High Commissioner of the Faroe Islands
- Incumbent
- Assumed office 15 May 2017
- Monarchs: Margrethe II Frederik X
- Preceded by: Dan Michael Knudsen

Personal details
- Born: 19 December 1968 (age 57) Denmark
- Alma mater: University of Copenhagen
- Occupation: Civil Servant
- Profession: Lawyer

= Lene Moyell Johansen =

Danish lawyer (born 1968)

Lene Moyell Johansen (born 19 December 1968) is a Danish lawyer who has been the Danish High Commissioner in the Faroe Islands since 2017.

Lene Moyell Johansen holds a Candidate of Law degree from the University of Copenhagen awarded in 2003, and served as a regional government lawyer in the Roskilde County administration.

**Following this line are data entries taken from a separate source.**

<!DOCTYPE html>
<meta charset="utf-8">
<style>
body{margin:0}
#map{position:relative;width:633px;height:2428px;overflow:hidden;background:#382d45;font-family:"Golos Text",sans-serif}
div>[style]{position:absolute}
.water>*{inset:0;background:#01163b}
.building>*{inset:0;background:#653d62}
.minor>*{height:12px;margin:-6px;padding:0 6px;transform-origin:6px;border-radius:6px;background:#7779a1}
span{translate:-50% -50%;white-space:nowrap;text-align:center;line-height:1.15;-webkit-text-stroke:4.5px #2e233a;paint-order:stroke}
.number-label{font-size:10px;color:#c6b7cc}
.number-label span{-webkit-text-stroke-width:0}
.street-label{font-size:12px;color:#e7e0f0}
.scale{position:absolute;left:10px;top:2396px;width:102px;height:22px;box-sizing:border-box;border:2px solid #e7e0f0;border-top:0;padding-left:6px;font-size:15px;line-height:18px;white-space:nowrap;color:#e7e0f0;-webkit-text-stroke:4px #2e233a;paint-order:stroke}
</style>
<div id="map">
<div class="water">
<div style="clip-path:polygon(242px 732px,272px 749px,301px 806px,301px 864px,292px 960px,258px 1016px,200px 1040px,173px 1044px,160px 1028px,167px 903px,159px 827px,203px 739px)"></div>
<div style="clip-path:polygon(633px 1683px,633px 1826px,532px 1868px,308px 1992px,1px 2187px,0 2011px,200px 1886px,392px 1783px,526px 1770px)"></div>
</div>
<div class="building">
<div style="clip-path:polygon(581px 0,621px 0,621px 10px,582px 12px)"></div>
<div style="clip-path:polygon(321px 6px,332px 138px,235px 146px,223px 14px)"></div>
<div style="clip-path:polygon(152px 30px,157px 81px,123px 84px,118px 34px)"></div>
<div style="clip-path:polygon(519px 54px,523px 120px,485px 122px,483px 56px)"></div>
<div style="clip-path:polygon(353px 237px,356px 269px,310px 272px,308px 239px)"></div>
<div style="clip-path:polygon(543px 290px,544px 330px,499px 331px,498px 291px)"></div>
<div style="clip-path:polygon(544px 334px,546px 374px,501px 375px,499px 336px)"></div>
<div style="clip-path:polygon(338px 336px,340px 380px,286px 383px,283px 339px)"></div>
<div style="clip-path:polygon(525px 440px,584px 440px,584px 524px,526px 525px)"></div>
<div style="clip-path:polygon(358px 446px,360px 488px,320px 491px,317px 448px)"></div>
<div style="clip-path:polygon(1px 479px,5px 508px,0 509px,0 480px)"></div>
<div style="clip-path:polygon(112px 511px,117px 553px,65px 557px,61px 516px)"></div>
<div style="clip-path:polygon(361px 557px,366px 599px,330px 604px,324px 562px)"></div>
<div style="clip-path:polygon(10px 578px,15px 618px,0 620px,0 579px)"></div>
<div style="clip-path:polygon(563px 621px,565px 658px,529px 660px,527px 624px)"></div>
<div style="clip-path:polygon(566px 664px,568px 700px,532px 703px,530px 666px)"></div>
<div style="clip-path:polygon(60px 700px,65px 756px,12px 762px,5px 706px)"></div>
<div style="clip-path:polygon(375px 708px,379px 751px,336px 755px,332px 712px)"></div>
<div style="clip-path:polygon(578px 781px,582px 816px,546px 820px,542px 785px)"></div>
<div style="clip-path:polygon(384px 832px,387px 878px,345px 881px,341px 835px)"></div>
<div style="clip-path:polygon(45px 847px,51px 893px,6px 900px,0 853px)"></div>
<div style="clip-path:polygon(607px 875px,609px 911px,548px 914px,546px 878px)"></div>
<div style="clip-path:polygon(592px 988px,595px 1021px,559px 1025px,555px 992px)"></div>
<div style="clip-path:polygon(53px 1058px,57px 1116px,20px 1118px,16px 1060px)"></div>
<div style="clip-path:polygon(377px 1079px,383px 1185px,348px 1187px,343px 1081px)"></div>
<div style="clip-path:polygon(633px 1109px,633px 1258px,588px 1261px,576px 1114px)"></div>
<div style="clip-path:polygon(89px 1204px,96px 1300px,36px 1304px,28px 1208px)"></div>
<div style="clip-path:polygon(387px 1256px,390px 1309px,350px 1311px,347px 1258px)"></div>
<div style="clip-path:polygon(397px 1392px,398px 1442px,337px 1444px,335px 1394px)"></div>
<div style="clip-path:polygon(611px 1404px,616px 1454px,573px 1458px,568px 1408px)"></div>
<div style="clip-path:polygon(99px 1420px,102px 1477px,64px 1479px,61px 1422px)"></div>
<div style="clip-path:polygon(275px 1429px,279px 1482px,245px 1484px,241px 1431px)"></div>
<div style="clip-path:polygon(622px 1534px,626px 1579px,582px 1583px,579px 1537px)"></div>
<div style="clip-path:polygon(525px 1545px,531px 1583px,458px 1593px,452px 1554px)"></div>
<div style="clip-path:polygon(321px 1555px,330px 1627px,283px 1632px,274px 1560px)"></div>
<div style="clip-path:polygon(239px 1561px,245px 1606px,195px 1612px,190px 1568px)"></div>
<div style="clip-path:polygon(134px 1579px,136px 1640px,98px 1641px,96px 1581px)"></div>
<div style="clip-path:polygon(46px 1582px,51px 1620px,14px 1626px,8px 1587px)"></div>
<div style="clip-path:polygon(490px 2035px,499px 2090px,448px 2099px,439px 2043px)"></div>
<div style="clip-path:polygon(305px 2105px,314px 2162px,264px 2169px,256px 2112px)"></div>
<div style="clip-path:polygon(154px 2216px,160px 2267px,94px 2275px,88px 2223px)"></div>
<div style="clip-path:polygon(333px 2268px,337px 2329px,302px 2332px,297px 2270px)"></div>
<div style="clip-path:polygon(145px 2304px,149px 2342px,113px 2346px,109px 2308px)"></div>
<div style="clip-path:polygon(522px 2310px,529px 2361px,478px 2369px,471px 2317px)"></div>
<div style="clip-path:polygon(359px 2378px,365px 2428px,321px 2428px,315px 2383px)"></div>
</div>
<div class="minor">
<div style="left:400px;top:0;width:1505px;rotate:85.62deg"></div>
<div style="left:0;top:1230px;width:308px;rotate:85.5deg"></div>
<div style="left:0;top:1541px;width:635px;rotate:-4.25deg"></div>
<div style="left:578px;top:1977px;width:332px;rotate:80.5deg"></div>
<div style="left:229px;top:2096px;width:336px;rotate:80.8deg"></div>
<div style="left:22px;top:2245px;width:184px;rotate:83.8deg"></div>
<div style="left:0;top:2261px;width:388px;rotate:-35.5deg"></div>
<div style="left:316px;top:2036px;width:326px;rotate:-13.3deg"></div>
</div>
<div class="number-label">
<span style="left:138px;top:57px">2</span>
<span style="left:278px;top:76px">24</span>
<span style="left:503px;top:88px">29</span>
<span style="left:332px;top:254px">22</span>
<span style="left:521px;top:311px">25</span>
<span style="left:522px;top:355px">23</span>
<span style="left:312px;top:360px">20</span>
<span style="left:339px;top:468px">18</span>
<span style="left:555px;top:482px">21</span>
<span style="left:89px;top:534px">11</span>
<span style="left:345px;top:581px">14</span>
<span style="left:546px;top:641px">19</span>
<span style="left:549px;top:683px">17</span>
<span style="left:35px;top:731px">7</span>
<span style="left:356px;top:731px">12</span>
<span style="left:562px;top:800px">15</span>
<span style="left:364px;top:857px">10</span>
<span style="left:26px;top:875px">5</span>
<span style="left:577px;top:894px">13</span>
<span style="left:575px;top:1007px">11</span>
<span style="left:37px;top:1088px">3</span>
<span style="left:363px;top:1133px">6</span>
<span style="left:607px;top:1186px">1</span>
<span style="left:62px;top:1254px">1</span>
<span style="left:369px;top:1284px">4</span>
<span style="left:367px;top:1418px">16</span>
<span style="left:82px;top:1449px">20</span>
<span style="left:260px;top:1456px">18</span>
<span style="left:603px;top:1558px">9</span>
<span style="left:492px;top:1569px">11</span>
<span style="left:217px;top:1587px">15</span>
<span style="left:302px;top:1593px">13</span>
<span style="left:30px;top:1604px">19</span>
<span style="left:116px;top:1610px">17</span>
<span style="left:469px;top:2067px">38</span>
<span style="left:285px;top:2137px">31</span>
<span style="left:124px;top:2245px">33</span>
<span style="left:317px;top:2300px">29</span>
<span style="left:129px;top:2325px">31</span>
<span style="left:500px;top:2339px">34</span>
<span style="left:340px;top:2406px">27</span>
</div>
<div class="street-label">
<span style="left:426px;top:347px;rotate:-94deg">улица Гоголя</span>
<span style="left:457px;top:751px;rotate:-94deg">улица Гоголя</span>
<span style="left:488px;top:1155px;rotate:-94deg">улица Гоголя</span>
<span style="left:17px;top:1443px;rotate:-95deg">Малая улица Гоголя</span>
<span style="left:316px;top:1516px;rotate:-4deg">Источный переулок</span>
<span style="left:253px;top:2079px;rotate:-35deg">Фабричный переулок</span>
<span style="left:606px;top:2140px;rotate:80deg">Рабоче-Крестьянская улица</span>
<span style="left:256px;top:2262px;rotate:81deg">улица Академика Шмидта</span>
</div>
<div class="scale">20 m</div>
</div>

Moyell Johansen began working in the Danish High Commissioner in the Faroe Islands' office in 2008, where she was put in charge of individual and family law from 2011. Later, she concurrently functioned as Deputy High Commissioner.

Following a vacancy in office in spring 2017, she first briefly served as Acting High Commissioner, before being appointed the new High Commissioner by the Løkke Rasmussen Cabinet, with a full six year term beginning 1 August 2017. Her commission was renewed by the Frederiksen Cabinet for a second term beginning 1 August 2023.